Stored data entries:
════════════════

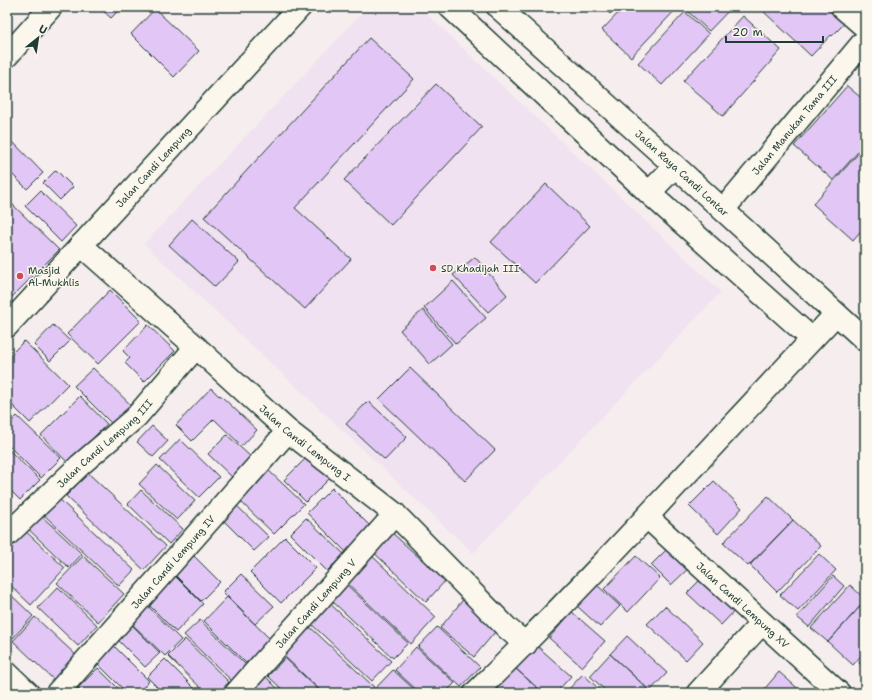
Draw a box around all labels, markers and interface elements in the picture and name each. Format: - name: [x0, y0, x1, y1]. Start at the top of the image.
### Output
- north arrow: [18, 18, 58, 58]
- scale bar: [726, 18, 823, 44]
- text: U: [36, 21, 50, 38]
- text: 20 m: [732, 24, 763, 40]
- street label: Jalan Manukan Tama III: [749, 72, 840, 178]
- street label: Jalan Candi Lempung: [113, 124, 194, 210]
- street label: Jalan Raya Candi Lontar: [632, 127, 732, 219]
- place label: SD Khadijah III: [441, 262, 520, 275]
- marker: SD Khadijah III: [428, 263, 438, 273]
- place label: Masjid Al-Mukhlis: [28, 264, 79, 289]
- marker: Masjid Al-Mukhlis: [15, 271, 25, 281]
- street label: Jalan Candi Lempung III: [54, 396, 156, 491]
- street label: Jalan Candi Lempung I: [257, 402, 353, 484]
- street label: Jalan Candi Lempung IV: [128, 512, 218, 611]
- street label: Jalan Candi Lempung V: [273, 556, 359, 651]
- street label: Jalan Candi Lempung XV: [693, 559, 792, 651]

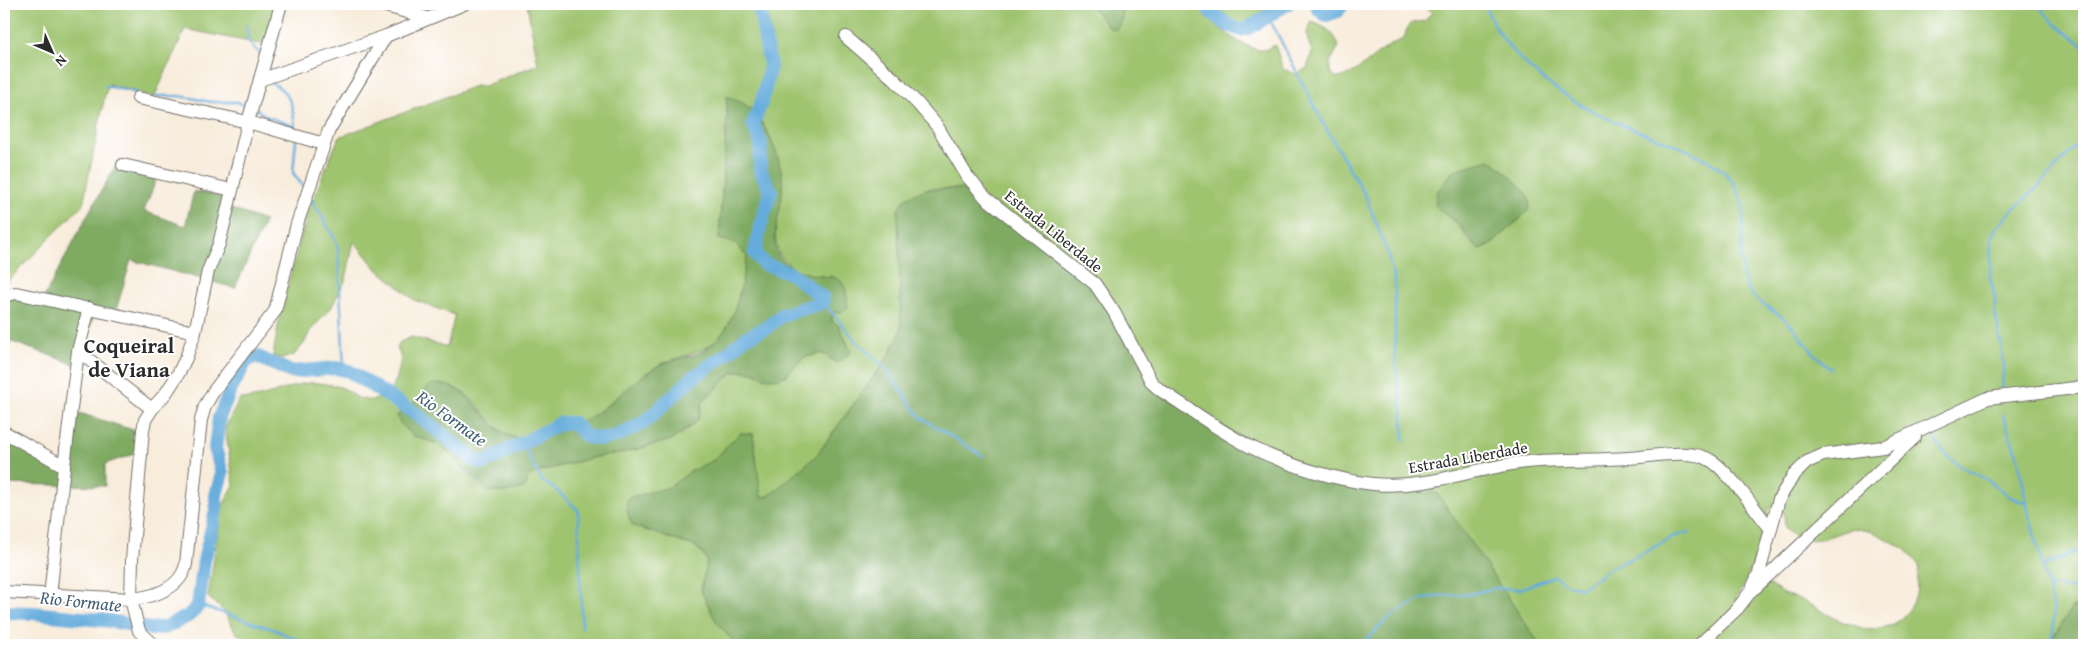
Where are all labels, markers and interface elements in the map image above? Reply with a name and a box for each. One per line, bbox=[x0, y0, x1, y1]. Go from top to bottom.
north arrow bbox=[28, 28, 78, 78]
text: N bbox=[50, 51, 72, 72]
street label: Estrada Liberdade bbox=[1000, 184, 1108, 278]
district label: Coqueiral de Viana bbox=[84, 330, 175, 385]
water label: Rio Formate bbox=[410, 382, 493, 453]
street label: Estrada Liberdade bbox=[1407, 435, 1529, 479]
water label: Rio Formate bbox=[38, 583, 123, 619]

════════════════

The problem: Can you quote exactly the lines from the one containing "Where are all" through the last line of the records above, and nothing else?

Result of this exercise:
Where are all labels, markers and interface elements in the map image above? Reply with a name and a box for each. One per line, bbox=[x0, y0, x1, y1]. Go from top to bottom.
north arrow bbox=[28, 28, 78, 78]
text: N bbox=[50, 51, 72, 72]
street label: Estrada Liberdade bbox=[1000, 184, 1108, 278]
district label: Coqueiral de Viana bbox=[84, 330, 175, 385]
water label: Rio Formate bbox=[410, 382, 493, 453]
street label: Estrada Liberdade bbox=[1407, 435, 1529, 479]
water label: Rio Formate bbox=[38, 583, 123, 619]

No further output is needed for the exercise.